● Exercise brief
When the line containing "Task: Extract the structured data from this" appears in the entries below, begin printing there and stop after the line containing "Give me a JSON index of the picture"; print each of those lines exactly and no other line.

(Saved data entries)
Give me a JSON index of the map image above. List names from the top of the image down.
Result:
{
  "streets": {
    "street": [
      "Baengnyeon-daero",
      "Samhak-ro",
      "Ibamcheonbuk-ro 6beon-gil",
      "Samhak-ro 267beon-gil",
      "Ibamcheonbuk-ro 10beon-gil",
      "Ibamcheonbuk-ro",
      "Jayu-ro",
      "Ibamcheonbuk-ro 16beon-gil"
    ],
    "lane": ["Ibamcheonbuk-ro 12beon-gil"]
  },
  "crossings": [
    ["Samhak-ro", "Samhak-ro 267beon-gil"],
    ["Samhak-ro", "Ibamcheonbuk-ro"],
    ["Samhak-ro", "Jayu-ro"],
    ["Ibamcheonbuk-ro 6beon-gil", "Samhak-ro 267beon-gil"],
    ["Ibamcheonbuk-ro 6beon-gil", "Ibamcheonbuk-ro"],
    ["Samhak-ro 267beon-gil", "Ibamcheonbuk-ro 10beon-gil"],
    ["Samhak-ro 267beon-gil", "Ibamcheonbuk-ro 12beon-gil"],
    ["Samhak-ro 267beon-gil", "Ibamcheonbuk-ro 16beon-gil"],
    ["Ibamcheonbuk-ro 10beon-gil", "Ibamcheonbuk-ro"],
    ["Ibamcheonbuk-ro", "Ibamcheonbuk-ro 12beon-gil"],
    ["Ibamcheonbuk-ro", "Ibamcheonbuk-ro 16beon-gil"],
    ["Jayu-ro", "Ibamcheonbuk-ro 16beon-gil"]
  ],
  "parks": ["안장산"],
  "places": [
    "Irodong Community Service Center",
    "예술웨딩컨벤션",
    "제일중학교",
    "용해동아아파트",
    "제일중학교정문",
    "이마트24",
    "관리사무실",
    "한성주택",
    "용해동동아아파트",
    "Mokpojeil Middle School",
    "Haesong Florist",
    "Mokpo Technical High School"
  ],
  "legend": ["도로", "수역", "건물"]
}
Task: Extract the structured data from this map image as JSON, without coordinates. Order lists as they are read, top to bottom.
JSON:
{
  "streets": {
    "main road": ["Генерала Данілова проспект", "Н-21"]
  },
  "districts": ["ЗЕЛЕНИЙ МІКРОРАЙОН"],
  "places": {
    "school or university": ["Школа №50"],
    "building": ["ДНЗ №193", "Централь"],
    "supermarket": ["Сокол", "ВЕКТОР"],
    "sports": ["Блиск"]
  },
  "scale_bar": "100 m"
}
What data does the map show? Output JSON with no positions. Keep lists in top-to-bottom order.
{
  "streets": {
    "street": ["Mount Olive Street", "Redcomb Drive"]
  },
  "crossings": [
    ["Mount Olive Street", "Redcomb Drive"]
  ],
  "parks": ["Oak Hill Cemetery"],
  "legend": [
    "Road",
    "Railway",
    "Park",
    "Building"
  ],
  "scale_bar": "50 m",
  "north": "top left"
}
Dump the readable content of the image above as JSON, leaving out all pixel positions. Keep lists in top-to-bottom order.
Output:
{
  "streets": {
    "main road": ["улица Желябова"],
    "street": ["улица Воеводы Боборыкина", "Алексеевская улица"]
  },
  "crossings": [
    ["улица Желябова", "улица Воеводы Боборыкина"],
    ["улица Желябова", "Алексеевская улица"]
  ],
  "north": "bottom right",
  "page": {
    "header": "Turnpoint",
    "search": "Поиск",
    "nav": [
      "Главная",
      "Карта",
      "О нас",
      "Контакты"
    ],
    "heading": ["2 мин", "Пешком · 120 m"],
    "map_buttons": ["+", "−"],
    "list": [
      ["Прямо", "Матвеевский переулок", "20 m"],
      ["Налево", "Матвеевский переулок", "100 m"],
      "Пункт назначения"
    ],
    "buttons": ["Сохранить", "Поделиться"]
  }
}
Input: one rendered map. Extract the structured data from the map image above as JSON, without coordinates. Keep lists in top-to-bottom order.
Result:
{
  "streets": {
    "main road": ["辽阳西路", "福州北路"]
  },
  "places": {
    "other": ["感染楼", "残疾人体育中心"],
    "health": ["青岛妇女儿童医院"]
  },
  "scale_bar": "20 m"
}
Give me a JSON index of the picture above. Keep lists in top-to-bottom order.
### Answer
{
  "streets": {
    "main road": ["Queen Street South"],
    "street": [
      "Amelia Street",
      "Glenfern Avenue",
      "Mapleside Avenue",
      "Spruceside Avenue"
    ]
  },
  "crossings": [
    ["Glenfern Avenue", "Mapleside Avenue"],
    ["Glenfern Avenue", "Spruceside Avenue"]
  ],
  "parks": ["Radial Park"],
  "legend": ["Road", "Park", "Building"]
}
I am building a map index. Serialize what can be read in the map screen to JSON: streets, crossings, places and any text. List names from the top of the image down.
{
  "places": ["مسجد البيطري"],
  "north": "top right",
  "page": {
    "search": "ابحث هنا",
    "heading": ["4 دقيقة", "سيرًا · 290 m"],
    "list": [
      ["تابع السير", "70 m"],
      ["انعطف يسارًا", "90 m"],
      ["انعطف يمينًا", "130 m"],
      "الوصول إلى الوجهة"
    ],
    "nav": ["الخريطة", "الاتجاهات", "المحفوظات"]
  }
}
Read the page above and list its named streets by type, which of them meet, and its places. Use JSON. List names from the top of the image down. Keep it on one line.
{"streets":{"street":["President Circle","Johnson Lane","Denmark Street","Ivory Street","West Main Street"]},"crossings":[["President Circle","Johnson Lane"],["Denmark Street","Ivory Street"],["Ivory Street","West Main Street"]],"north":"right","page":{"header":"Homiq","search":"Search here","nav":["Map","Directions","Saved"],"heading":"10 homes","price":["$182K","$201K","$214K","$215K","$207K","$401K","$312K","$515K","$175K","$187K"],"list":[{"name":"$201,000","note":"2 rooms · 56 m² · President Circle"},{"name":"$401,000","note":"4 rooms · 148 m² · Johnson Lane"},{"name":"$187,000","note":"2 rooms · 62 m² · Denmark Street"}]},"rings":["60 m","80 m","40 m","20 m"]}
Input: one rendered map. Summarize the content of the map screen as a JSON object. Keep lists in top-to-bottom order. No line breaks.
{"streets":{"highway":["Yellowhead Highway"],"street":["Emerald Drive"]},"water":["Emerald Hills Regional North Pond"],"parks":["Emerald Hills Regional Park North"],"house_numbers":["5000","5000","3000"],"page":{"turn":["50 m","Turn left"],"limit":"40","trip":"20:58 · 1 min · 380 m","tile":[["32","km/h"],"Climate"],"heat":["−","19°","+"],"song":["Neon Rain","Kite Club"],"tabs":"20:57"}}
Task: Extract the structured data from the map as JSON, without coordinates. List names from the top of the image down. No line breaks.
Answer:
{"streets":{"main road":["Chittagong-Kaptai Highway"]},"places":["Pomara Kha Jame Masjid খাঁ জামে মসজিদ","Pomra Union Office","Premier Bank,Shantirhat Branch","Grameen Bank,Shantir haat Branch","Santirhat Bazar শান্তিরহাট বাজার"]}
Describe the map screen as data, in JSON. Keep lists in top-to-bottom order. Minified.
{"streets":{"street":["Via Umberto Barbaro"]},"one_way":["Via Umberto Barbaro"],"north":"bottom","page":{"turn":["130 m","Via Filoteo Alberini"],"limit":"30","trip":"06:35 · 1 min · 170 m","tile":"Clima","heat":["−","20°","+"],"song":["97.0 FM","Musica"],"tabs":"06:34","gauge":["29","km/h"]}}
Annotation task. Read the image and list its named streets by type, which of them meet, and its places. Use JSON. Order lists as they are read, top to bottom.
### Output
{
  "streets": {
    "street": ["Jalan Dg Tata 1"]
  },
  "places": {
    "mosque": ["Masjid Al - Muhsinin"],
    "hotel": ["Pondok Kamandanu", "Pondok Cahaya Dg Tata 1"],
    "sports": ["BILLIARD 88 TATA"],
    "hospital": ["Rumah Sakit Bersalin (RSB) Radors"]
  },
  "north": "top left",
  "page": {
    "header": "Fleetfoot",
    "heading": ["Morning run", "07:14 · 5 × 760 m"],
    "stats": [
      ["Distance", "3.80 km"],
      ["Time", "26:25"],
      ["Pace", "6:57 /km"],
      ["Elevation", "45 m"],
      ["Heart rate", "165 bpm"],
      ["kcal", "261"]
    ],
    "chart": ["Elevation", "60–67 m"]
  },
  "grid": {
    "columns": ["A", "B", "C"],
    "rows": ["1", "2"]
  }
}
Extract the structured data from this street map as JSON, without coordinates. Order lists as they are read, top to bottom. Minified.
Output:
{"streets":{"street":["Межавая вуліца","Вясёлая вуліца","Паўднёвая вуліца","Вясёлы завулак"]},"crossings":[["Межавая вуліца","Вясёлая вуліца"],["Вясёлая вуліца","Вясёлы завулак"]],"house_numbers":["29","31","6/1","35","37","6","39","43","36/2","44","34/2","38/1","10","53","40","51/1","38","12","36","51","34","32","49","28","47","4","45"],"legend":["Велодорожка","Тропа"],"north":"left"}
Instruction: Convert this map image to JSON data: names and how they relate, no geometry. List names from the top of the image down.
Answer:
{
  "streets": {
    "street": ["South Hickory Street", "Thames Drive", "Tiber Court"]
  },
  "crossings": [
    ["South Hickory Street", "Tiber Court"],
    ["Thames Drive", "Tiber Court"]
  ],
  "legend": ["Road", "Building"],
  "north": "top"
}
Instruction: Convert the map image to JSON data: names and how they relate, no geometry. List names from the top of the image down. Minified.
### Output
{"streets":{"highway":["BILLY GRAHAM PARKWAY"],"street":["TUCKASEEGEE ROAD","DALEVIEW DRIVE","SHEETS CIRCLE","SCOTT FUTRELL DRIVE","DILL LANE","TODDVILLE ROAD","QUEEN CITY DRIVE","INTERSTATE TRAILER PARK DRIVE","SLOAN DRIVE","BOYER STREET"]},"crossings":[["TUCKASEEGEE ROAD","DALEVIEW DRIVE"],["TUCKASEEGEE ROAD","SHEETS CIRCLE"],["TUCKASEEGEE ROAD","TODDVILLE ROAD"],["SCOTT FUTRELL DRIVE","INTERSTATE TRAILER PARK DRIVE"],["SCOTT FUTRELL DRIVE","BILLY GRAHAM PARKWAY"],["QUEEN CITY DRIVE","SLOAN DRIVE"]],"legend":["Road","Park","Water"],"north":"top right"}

● Answer for the task
Task: Extract the structured data from this map image as JSON, without coordinates. Order lists as they are read, top to bottom.
JSON:
{
  "streets": {
    "main road": ["Генерала Данілова проспект", "Н-21"]
  },
  "districts": ["ЗЕЛЕНИЙ МІКРОРАЙОН"],
  "places": {
    "school or university": ["Школа №50"],
    "building": ["ДНЗ №193", "Централь"],
    "supermarket": ["Сокол", "ВЕКТОР"],
    "sports": ["Блиск"]
  },
  "scale_bar": "100 m"
}
What data does the map show? Output JSON with no positions. Keep lists in top-to-bottom order.
{
  "streets": {
    "street": ["Mount Olive Street", "Redcomb Drive"]
  },
  "crossings": [
    ["Mount Olive Street", "Redcomb Drive"]
  ],
  "parks": ["Oak Hill Cemetery"],
  "legend": [
    "Road",
    "Railway",
    "Park",
    "Building"
  ],
  "scale_bar": "50 m",
  "north": "top left"
}
Dump the readable content of the image above as JSON, leaving out all pixel positions. Keep lists in top-to-bottom order.
Output:
{
  "streets": {
    "main road": ["улица Желябова"],
    "street": ["улица Воеводы Боборыкина", "Алексеевская улица"]
  },
  "crossings": [
    ["улица Желябова", "улица Воеводы Боборыкина"],
    ["улица Желябова", "Алексеевская улица"]
  ],
  "north": "bottom right",
  "page": {
    "header": "Turnpoint",
    "search": "Поиск",
    "nav": [
      "Главная",
      "Карта",
      "О нас",
      "Контакты"
    ],
    "heading": ["2 мин", "Пешком · 120 m"],
    "map_buttons": ["+", "−"],
    "list": [
      ["Прямо", "Матвеевский переулок", "20 m"],
      ["Налево", "Матвеевский переулок", "100 m"],
      "Пункт назначения"
    ],
    "buttons": ["Сохранить", "Поделиться"]
  }
}
Input: one rendered map. Extract the structured data from the map image above as JSON, without coordinates. Keep lists in top-to-bottom order.
Result:
{
  "streets": {
    "main road": ["辽阳西路", "福州北路"]
  },
  "places": {
    "other": ["感染楼", "残疾人体育中心"],
    "health": ["青岛妇女儿童医院"]
  },
  "scale_bar": "20 m"
}
Give me a JSON index of the picture above. Keep lists in top-to-bottom order.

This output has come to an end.